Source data
============
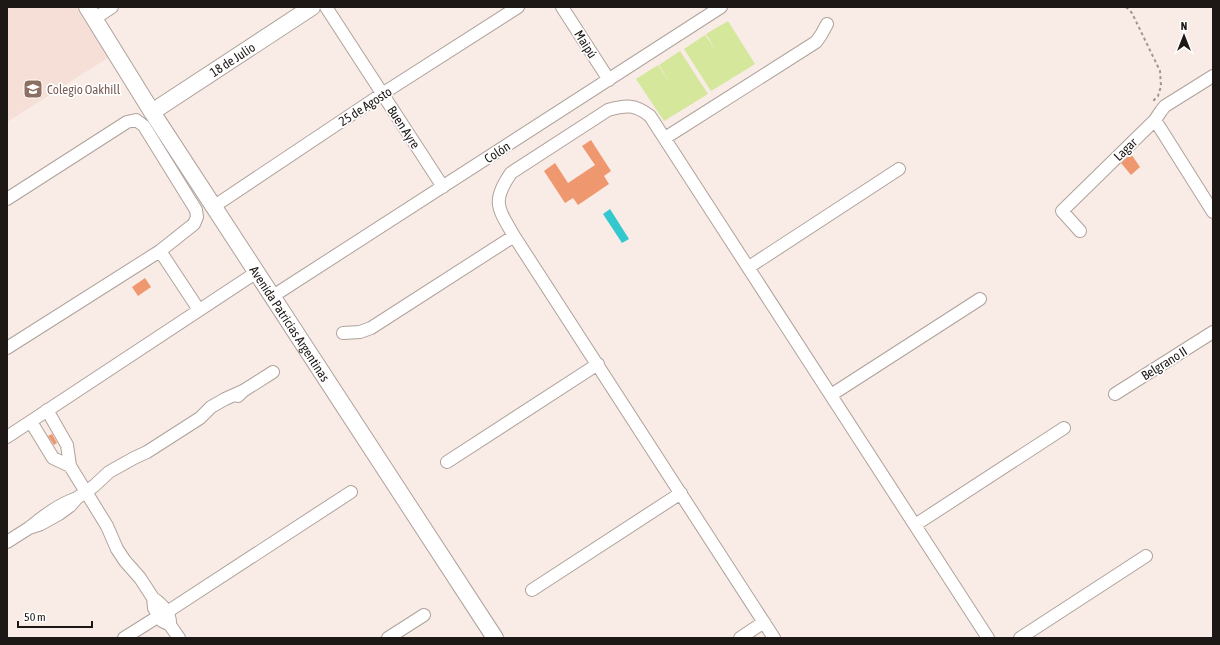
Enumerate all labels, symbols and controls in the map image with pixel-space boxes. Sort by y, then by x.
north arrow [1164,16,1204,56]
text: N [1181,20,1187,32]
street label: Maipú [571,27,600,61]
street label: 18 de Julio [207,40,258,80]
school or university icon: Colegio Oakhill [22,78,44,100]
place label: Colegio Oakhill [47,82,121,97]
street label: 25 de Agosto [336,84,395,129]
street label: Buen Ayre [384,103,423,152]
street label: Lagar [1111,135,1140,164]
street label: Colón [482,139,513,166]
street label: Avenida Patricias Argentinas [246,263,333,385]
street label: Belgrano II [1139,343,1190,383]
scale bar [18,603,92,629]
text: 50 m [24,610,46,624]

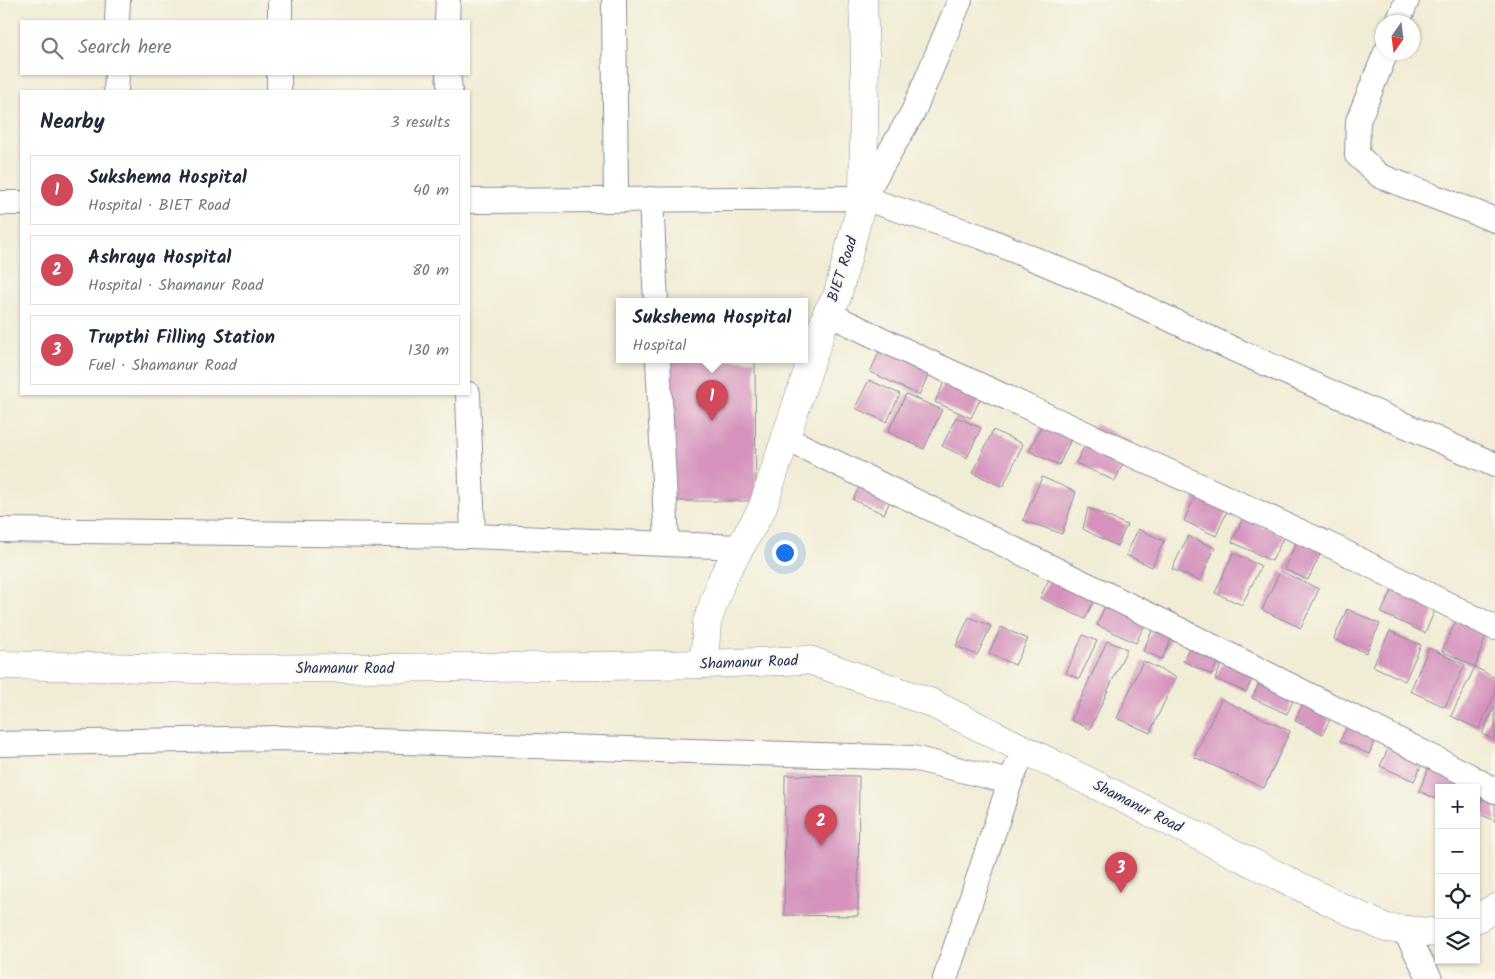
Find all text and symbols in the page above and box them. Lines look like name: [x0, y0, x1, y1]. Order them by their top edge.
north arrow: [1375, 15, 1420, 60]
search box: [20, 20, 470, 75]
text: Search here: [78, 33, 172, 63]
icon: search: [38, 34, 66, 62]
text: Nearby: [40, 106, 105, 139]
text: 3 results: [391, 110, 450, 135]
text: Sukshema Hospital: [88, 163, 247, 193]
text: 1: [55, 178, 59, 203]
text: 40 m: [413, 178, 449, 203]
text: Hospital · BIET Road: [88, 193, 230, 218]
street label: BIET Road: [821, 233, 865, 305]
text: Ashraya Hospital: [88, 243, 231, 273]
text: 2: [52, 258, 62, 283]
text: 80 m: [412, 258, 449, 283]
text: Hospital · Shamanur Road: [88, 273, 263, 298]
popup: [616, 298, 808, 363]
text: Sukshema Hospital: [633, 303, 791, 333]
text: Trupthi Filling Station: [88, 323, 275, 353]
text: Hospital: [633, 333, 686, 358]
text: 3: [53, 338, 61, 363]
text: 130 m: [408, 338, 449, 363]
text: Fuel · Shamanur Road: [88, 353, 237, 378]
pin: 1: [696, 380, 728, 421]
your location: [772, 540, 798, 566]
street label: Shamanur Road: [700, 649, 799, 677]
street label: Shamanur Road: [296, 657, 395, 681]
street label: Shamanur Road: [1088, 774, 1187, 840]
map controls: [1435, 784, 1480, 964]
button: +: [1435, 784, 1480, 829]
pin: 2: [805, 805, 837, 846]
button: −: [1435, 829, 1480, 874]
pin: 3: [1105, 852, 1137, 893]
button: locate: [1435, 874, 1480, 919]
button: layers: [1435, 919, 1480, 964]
============
# PROBLEM
Set down the records above exactly, leaving out pictures.

# ANSWER TO THE EXERCISE
Enumerate all labels, symbols and controls in the map image with pixel-space boxes. Sort by y, then by x.
north arrow [1164,16,1204,56]
text: N [1181,20,1187,32]
street label: Maipú [571,27,600,61]
street label: 18 de Julio [207,40,258,80]
school or university icon: Colegio Oakhill [22,78,44,100]
place label: Colegio Oakhill [47,82,121,97]
street label: 25 de Agosto [336,84,395,129]
street label: Buen Ayre [384,103,423,152]
street label: Lagar [1111,135,1140,164]
street label: Colón [482,139,513,166]
street label: Avenida Patricias Argentinas [246,263,333,385]
street label: Belgrano II [1139,343,1190,383]
scale bar [18,603,92,629]
text: 50 m [24,610,46,624]

Find all text and symbols in the page above and box them. Lines look like name: [x0, y0, x1, y1]. Order them by their top edge.
north arrow: [1375, 15, 1420, 60]
search box: [20, 20, 470, 75]
text: Search here: [78, 33, 172, 63]
icon: search: [38, 34, 66, 62]
text: Nearby: [40, 106, 105, 139]
text: 3 results: [391, 110, 450, 135]
text: Sukshema Hospital: [88, 163, 247, 193]
text: 1: [55, 178, 59, 203]
text: 40 m: [413, 178, 449, 203]
text: Hospital · BIET Road: [88, 193, 230, 218]
street label: BIET Road: [821, 233, 865, 305]
text: Ashraya Hospital: [88, 243, 231, 273]
text: 2: [52, 258, 62, 283]
text: 80 m: [412, 258, 449, 283]
text: Hospital · Shamanur Road: [88, 273, 263, 298]
popup: [616, 298, 808, 363]
text: Sukshema Hospital: [633, 303, 791, 333]
text: Trupthi Filling Station: [88, 323, 275, 353]
text: Hospital: [633, 333, 686, 358]
text: 3: [53, 338, 61, 363]
text: 130 m: [408, 338, 449, 363]
text: Fuel · Shamanur Road: [88, 353, 237, 378]
pin: 1: [696, 380, 728, 421]
your location: [772, 540, 798, 566]
street label: Shamanur Road: [700, 649, 799, 677]
street label: Shamanur Road: [296, 657, 395, 681]
street label: Shamanur Road: [1088, 774, 1187, 840]
map controls: [1435, 784, 1480, 964]
button: +: [1435, 784, 1480, 829]
pin: 2: [805, 805, 837, 846]
button: −: [1435, 829, 1480, 874]
pin: 3: [1105, 852, 1137, 893]
button: locate: [1435, 874, 1480, 919]
button: layers: [1435, 919, 1480, 964]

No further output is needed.